I have been experimenting with an alternative footwear solution for winter mountain walking where the terrain is not so steep to demand the need for edging in hard snow or front-pointing on steep ice. I recently tried soft and flexible approach shoes with warm wool socks and Kahtoola Micro Spikes on a solo night-hike around Kentmere. Snow had settled on the valley floor, ice covered the paths and low cloud surrounded the white hills in a thick mist. Wanting to be light on my feet, I walked with just a map, a compass and a head torch, emphasising the need for good foot placements as I was not equipped to stay put or go slow in the event of an injury.
Walking felt a good deal easier and more comfortable in approach shoes than in mountaineering boots. It was faster, more enjoyable and my feet were pleasantly warm with the increased circulation. This warmth remained in deep snow where my feet were wet but never cold and the addition of waterproof socks would have kept me even warmer. The spikes gave good grip on ice and every step felt secure. The only mishap came when I was tempted to run and forgot to maintain an extra-wide gait: a spike from one foot catching the chain of the other and propelling me into a dive that ended in an amusing, face-first snow plough.

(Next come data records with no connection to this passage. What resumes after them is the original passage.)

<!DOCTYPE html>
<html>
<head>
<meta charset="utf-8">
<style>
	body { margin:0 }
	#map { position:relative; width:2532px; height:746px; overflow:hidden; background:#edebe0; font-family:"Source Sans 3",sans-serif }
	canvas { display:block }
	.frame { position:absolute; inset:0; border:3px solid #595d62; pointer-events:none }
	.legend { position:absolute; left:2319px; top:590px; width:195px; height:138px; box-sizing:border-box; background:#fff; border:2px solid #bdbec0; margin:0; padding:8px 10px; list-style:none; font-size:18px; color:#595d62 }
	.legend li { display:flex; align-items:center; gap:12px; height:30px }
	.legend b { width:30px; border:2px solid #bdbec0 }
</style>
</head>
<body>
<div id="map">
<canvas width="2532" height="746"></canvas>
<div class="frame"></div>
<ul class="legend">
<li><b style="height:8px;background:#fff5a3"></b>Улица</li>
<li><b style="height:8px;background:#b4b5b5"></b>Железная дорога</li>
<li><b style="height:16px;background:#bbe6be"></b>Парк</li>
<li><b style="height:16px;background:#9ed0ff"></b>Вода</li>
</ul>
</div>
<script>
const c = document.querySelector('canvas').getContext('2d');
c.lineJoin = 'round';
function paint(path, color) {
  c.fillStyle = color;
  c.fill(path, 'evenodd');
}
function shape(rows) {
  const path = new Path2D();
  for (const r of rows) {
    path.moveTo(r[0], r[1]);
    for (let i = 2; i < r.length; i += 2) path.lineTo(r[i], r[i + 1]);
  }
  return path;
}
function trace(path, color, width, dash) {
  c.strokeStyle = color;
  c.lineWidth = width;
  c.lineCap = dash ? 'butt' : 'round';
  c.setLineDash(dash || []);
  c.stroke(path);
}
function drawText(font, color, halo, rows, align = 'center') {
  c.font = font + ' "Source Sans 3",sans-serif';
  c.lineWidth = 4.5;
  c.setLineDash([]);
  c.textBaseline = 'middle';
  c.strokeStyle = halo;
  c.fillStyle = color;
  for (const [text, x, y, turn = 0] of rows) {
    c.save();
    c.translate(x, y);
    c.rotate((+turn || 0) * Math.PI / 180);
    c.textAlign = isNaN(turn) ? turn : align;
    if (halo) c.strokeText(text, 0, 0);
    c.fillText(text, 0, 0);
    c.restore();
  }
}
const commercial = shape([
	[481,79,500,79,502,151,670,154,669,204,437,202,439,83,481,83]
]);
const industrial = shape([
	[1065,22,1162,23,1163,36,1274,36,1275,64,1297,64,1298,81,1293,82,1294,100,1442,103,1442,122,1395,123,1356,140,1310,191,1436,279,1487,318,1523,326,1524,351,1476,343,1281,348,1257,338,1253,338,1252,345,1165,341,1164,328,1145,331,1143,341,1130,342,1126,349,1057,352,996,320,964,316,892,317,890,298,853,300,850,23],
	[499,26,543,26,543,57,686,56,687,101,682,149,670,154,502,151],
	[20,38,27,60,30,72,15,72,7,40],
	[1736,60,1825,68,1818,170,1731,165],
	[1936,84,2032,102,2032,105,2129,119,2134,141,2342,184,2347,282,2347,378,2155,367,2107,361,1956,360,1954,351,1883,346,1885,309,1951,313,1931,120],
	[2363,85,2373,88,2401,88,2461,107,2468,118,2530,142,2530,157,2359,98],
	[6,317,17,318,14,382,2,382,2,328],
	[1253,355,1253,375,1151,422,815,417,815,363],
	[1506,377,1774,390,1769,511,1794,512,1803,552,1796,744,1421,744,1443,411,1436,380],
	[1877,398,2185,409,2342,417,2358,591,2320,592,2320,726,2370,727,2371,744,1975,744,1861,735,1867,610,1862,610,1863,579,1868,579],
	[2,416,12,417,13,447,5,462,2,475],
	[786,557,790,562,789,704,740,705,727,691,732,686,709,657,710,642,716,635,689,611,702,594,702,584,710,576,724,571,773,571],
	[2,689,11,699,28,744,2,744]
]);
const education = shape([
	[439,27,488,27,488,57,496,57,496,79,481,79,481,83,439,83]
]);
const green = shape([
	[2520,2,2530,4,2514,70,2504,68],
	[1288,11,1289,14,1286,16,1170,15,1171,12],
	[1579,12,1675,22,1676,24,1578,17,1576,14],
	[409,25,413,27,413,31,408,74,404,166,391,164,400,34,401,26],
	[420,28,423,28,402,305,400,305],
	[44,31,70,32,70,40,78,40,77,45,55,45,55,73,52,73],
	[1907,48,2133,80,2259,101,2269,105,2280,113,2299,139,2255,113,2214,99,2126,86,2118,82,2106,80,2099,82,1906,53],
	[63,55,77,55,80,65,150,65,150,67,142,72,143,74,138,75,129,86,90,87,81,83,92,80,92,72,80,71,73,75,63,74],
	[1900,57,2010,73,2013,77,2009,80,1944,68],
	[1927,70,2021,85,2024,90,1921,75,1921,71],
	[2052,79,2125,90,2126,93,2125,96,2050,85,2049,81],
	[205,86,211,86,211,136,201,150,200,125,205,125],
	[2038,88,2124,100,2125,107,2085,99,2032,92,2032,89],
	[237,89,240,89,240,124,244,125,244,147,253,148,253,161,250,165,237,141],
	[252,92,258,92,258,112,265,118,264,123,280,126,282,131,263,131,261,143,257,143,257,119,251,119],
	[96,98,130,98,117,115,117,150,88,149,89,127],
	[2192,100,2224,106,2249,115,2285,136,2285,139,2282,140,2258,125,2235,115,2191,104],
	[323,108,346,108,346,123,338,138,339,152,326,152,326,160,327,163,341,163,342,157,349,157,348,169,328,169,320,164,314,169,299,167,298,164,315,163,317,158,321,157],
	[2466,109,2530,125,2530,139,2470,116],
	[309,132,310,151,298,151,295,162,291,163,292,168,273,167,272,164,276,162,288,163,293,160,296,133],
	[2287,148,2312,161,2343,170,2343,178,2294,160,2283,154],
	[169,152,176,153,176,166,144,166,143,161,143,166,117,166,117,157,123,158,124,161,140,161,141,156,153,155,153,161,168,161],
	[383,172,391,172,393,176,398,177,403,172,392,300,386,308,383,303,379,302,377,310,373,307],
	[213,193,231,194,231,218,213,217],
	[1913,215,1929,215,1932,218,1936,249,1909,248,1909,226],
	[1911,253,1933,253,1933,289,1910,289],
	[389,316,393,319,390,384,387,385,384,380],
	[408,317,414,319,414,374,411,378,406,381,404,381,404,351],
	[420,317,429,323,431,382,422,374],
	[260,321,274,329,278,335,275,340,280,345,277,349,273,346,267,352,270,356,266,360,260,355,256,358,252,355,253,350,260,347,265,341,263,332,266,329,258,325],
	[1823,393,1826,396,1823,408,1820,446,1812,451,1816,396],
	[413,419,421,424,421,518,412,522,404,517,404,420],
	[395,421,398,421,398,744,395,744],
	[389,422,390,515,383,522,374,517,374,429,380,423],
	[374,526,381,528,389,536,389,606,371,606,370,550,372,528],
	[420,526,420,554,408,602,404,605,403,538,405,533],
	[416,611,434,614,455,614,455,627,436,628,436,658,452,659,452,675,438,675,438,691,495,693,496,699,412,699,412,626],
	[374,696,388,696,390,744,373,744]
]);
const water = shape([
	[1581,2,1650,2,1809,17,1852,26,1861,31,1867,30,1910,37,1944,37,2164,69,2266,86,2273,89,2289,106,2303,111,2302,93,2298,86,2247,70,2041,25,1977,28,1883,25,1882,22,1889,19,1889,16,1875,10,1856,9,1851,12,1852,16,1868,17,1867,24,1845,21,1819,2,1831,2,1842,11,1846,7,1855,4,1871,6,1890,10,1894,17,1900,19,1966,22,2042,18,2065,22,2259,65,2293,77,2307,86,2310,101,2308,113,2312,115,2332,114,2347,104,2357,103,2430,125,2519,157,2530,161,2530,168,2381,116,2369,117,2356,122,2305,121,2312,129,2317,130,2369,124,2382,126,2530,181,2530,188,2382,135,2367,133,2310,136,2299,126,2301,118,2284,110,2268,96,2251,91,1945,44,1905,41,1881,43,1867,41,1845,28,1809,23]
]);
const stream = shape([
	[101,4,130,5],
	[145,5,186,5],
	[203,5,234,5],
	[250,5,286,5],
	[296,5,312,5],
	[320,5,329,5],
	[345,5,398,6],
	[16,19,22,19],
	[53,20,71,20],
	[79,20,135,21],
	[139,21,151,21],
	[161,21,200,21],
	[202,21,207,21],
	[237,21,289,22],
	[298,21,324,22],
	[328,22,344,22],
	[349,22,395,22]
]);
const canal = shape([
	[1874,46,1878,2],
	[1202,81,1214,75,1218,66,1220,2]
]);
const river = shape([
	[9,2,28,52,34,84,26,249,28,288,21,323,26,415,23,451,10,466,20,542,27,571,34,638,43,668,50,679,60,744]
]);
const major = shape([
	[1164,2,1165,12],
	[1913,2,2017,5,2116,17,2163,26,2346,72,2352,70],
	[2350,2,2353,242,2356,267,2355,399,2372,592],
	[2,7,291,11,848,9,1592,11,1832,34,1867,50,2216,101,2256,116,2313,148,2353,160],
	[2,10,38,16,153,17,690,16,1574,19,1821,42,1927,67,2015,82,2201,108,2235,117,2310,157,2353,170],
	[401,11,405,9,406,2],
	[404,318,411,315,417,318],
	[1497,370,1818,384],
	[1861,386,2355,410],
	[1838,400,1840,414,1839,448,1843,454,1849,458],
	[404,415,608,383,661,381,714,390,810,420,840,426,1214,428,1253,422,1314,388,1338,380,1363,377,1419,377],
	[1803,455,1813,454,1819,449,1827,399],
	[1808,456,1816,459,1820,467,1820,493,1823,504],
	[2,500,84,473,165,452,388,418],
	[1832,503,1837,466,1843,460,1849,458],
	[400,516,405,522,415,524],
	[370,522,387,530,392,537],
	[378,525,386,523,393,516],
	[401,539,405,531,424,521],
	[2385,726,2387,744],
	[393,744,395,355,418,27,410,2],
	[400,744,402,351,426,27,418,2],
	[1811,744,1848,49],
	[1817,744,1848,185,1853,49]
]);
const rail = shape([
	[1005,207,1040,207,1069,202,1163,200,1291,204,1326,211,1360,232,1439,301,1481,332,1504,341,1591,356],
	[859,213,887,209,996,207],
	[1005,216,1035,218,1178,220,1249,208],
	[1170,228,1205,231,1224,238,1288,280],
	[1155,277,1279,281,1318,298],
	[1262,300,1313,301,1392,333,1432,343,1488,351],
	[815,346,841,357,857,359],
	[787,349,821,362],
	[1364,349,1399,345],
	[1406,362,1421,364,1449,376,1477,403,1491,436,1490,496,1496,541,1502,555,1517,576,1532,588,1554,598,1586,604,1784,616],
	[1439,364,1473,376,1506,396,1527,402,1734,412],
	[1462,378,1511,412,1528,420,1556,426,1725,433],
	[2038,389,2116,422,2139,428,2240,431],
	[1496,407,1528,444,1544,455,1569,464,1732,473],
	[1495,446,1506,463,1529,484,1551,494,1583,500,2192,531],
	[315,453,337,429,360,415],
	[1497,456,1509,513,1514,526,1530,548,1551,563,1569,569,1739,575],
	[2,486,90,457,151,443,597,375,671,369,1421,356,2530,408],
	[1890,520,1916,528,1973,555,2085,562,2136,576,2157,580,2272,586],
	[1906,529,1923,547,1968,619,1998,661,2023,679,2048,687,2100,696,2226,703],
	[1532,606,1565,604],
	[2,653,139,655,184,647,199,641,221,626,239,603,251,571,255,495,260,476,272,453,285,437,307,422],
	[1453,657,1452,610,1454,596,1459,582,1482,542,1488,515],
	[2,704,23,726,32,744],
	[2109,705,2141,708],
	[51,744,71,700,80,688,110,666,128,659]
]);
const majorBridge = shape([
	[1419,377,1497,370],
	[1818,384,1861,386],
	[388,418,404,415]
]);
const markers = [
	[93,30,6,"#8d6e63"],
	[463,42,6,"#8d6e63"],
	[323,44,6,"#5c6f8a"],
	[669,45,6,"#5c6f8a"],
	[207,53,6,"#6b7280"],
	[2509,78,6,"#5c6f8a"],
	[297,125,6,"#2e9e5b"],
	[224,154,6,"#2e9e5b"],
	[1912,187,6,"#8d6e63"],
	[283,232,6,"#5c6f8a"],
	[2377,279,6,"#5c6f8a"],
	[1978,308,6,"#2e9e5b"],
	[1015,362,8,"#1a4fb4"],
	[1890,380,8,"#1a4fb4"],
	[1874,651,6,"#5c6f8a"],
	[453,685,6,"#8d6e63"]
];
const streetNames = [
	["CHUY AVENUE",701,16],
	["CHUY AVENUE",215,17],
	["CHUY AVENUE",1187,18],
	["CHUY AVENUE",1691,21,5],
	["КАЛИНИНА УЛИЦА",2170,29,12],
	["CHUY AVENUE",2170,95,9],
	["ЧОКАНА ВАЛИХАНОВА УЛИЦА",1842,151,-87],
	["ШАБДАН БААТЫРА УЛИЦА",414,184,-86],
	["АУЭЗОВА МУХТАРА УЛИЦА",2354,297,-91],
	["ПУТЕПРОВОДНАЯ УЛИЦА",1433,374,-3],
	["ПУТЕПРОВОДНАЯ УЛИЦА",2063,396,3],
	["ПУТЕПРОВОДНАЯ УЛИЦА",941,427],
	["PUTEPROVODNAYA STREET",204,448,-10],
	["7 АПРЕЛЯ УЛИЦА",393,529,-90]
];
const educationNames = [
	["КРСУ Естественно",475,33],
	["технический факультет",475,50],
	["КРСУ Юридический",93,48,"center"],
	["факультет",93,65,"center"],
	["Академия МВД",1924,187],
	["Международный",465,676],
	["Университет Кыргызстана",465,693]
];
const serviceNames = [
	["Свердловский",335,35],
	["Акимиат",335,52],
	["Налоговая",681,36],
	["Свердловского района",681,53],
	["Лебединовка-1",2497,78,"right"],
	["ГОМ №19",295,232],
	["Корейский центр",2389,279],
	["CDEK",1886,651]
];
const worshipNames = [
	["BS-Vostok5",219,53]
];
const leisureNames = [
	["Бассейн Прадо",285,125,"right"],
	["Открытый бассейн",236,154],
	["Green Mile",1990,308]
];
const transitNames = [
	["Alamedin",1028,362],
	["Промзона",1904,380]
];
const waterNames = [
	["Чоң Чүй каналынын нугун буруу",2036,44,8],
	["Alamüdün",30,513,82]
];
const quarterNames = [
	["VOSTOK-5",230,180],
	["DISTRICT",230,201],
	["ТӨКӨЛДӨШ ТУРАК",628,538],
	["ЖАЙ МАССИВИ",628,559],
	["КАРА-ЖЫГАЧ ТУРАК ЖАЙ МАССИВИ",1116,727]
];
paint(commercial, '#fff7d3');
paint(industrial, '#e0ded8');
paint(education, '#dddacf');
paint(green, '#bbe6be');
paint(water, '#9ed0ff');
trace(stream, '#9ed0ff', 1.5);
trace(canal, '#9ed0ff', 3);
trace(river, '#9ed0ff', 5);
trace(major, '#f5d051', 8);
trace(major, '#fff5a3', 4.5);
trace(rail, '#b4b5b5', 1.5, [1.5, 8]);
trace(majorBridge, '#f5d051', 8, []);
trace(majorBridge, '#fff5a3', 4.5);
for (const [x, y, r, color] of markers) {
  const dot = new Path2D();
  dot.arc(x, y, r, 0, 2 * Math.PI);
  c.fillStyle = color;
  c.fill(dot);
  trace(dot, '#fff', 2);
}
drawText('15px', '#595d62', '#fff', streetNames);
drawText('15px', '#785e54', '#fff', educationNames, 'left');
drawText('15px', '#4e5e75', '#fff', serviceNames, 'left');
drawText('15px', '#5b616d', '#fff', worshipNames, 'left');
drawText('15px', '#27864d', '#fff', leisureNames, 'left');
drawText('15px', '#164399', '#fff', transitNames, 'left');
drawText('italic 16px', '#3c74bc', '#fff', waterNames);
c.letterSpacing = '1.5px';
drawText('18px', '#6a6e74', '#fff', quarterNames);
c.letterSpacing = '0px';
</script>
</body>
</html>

My mountaineering boots and associated crampons are excellent tools on hard snow and ice where the gradient is steep enough to need a stiff edge to cut into the snow or a sharp front point to puncture the ice. They have just a little bend in the mid-sole and I now wear them on winter climbing outings where I would once have worn completely rigid boots but, for winter walking days when the terrain is less steep, I shall continue searching for a footwear solution that offers warmth, dryness and flexibility for a more natural movement of the feet. Just remember to walk AND run like John Wayne when wearing micro spikes on the feet.